_GIVEN RECORDS_:
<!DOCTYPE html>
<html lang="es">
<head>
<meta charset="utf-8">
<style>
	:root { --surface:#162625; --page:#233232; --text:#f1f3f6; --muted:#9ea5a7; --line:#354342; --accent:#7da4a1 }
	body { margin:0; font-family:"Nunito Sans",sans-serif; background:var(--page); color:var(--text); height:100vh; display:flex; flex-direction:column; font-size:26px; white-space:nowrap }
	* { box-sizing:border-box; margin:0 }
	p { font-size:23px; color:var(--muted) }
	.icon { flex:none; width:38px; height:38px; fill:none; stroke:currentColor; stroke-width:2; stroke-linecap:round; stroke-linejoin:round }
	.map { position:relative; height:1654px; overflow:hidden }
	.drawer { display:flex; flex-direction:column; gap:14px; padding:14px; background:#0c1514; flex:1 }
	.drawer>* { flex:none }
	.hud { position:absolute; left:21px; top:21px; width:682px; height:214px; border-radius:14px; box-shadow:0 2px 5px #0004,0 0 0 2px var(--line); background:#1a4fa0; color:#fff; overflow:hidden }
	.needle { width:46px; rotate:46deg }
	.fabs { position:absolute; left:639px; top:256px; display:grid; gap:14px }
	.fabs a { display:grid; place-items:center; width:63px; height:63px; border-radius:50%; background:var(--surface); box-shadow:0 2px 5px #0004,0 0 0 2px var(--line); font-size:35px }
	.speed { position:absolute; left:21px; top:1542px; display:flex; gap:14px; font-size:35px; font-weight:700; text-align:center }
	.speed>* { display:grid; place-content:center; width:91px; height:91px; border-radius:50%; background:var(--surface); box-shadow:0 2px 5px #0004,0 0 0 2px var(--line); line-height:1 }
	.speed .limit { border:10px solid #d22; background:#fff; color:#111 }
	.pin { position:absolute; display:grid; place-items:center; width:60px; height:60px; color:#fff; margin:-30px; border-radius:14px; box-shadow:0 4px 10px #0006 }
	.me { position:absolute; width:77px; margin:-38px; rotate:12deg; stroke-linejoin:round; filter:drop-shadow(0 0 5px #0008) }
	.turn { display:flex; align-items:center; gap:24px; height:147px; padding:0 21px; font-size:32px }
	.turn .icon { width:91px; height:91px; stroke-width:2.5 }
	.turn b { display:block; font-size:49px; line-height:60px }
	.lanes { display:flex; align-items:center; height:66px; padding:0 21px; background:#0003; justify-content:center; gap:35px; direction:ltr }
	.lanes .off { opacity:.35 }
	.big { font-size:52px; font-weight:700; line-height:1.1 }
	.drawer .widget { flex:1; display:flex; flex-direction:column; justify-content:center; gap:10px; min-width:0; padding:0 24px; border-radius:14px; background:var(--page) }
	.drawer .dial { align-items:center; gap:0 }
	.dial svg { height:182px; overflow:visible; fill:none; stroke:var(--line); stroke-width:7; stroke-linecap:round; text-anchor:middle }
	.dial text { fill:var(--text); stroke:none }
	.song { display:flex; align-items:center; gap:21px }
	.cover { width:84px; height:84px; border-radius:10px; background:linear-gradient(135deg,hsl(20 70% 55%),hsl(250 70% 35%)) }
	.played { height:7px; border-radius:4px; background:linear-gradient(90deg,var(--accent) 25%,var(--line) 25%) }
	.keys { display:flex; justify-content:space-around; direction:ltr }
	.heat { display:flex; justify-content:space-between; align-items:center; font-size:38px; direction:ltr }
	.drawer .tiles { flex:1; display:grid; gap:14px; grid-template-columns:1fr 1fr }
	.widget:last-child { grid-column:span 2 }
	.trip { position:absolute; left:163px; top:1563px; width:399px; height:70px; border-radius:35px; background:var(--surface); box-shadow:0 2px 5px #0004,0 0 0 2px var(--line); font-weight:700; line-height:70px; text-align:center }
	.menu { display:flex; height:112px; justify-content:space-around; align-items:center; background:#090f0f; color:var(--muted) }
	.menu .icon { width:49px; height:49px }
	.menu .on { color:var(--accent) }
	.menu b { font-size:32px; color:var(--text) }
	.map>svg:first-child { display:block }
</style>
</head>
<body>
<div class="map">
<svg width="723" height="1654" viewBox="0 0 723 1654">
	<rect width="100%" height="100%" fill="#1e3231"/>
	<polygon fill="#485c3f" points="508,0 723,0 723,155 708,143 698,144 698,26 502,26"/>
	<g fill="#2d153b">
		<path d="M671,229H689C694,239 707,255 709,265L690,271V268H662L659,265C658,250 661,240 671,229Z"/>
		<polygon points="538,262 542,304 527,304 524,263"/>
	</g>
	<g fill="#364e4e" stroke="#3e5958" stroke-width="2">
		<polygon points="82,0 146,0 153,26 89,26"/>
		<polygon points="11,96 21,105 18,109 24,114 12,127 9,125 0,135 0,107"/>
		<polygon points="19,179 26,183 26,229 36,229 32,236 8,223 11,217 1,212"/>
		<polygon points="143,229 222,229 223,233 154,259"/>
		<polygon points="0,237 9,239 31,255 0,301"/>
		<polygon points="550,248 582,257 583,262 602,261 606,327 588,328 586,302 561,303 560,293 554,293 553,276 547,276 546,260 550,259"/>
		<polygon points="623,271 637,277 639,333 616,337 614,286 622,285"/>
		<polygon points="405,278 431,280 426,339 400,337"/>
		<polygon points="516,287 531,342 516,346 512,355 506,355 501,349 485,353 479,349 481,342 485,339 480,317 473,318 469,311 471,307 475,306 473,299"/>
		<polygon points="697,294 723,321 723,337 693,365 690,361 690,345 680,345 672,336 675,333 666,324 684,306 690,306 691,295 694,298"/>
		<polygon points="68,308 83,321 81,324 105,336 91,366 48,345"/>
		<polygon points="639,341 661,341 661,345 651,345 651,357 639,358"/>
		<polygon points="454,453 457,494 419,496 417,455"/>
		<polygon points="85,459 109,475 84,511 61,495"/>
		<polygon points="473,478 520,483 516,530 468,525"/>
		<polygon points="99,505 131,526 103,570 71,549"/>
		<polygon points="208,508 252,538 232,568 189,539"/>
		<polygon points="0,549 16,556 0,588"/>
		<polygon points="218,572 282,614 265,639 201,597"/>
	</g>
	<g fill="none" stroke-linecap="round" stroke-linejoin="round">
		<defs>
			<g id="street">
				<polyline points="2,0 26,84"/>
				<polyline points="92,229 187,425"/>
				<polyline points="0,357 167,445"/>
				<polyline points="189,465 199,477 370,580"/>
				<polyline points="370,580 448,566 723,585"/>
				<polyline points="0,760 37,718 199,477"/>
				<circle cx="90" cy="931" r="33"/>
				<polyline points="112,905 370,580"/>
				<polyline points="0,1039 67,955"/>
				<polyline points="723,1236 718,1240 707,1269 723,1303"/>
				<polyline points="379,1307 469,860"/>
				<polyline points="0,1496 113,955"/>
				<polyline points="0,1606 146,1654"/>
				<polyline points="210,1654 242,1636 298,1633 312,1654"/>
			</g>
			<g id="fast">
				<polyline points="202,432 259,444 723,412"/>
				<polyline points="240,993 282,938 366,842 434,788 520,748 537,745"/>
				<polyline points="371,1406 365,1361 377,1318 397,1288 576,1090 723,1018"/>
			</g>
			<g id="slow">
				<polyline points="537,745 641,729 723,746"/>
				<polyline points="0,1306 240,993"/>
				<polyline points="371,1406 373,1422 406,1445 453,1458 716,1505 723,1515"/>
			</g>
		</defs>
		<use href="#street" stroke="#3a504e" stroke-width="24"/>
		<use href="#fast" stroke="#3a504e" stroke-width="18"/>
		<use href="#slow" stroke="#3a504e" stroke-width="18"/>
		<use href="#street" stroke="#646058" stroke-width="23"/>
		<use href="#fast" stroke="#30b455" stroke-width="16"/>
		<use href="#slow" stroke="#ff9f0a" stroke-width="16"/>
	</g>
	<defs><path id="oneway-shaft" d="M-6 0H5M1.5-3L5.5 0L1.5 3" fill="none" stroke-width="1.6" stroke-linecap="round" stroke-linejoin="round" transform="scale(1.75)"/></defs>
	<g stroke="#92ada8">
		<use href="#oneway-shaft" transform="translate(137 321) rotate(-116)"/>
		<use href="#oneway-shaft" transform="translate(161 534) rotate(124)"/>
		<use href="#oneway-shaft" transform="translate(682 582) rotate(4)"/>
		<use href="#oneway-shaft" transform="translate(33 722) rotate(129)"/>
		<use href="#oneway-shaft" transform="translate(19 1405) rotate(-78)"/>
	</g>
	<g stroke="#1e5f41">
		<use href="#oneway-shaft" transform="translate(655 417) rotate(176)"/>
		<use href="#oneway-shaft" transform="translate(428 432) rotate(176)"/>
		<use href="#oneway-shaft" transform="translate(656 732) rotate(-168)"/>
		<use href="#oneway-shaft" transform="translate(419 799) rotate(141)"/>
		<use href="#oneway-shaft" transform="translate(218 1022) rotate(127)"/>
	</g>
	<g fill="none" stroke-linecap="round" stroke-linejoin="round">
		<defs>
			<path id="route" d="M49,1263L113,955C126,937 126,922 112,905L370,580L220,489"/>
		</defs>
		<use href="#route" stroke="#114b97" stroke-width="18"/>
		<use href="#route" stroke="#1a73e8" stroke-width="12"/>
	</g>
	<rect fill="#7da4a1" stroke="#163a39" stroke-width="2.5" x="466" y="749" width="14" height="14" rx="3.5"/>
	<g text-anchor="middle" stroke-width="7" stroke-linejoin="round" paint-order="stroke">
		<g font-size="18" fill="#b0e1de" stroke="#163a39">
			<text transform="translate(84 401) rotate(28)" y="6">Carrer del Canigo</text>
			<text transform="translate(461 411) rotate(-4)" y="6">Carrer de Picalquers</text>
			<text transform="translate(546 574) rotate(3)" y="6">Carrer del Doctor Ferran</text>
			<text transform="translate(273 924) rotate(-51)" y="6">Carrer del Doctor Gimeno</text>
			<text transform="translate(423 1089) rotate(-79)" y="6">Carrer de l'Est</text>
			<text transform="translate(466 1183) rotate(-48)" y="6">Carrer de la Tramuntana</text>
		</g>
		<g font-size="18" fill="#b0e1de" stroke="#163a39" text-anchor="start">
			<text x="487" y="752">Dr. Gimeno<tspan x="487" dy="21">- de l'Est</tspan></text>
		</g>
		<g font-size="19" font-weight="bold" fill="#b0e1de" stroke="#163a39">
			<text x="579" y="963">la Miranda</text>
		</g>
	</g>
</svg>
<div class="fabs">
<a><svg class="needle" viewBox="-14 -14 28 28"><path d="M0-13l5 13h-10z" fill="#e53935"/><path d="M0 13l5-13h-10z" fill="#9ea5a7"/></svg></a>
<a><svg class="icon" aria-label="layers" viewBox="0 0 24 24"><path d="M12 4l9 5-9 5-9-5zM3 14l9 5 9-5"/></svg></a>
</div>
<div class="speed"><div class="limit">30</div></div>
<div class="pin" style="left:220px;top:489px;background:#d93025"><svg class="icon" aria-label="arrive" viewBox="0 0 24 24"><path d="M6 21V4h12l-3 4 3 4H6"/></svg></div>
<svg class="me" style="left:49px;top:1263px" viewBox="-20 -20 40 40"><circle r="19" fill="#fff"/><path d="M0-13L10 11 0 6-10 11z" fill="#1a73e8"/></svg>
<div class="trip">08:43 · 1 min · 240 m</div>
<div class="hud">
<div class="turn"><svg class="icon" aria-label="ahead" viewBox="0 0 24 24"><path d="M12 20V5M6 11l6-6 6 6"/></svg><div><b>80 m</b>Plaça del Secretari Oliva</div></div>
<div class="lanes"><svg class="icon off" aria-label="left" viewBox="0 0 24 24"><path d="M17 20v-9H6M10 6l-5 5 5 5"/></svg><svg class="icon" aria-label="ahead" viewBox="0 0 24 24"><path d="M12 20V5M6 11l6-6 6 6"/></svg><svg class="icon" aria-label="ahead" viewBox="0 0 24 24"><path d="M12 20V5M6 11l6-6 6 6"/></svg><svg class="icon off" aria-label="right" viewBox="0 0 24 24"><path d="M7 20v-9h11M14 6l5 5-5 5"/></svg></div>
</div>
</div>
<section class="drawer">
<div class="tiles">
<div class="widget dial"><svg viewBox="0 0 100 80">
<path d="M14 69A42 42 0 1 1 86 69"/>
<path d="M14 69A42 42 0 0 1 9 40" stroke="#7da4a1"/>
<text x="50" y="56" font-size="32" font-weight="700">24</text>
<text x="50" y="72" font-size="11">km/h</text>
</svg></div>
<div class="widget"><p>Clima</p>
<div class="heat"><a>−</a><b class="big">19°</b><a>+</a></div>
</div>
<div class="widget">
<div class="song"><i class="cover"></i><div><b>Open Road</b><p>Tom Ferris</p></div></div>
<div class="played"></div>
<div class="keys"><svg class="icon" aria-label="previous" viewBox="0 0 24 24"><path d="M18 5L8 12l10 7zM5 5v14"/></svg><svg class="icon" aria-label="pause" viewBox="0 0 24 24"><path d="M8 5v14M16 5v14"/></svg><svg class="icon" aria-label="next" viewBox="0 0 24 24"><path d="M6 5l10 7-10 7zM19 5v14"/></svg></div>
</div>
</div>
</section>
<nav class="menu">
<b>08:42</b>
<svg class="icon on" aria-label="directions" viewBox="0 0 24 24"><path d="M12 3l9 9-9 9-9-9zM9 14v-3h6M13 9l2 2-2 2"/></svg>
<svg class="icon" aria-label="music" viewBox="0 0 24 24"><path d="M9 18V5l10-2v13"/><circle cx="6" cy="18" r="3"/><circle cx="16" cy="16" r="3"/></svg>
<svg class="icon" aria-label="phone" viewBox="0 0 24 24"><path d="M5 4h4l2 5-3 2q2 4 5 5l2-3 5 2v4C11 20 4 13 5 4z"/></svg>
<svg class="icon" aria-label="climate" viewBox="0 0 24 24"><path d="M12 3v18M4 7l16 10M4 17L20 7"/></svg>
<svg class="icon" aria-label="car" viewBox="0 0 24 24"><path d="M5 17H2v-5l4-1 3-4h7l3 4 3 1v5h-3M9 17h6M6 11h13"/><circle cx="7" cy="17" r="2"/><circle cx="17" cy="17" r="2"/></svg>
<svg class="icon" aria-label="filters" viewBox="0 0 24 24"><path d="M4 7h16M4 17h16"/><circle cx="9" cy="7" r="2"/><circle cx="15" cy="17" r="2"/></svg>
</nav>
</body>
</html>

_THE PROBLEM_:
Please return exactly the lines from the first line of the material through the one with "position:absolute; left:639px; top:256px;", and no lines after it.

_FINAL ANSWER_:
<!DOCTYPE html>
<html lang="es">
<head>
<meta charset="utf-8">
<style>
	:root { --surface:#162625; --page:#233232; --text:#f1f3f6; --muted:#9ea5a7; --line:#354342; --accent:#7da4a1 }
	body { margin:0; font-family:"Nunito Sans",sans-serif; background:var(--page); color:var(--text); height:100vh; display:flex; flex-direction:column; font-size:26px; white-space:nowrap }
	* { box-sizing:border-box; margin:0 }
	p { font-size:23px; color:var(--muted) }
	.icon { flex:none; width:38px; height:38px; fill:none; stroke:currentColor; stroke-width:2; stroke-linecap:round; stroke-linejoin:round }
	.map { position:relative; height:1654px; overflow:hidden }
	.drawer { display:flex; flex-direction:column; gap:14px; padding:14px; background:#0c1514; flex:1 }
	.drawer>* { flex:none }
	.hud { position:absolute; left:21px; top:21px; width:682px; height:214px; border-radius:14px; box-shadow:0 2px 5px #0004,0 0 0 2px var(--line); background:#1a4fa0; color:#fff; overflow:hidden }
	.needle { width:46px; rotate:46deg }
	.fabs { position:absolute; left:639px; top:256px; display:grid; gap:14px }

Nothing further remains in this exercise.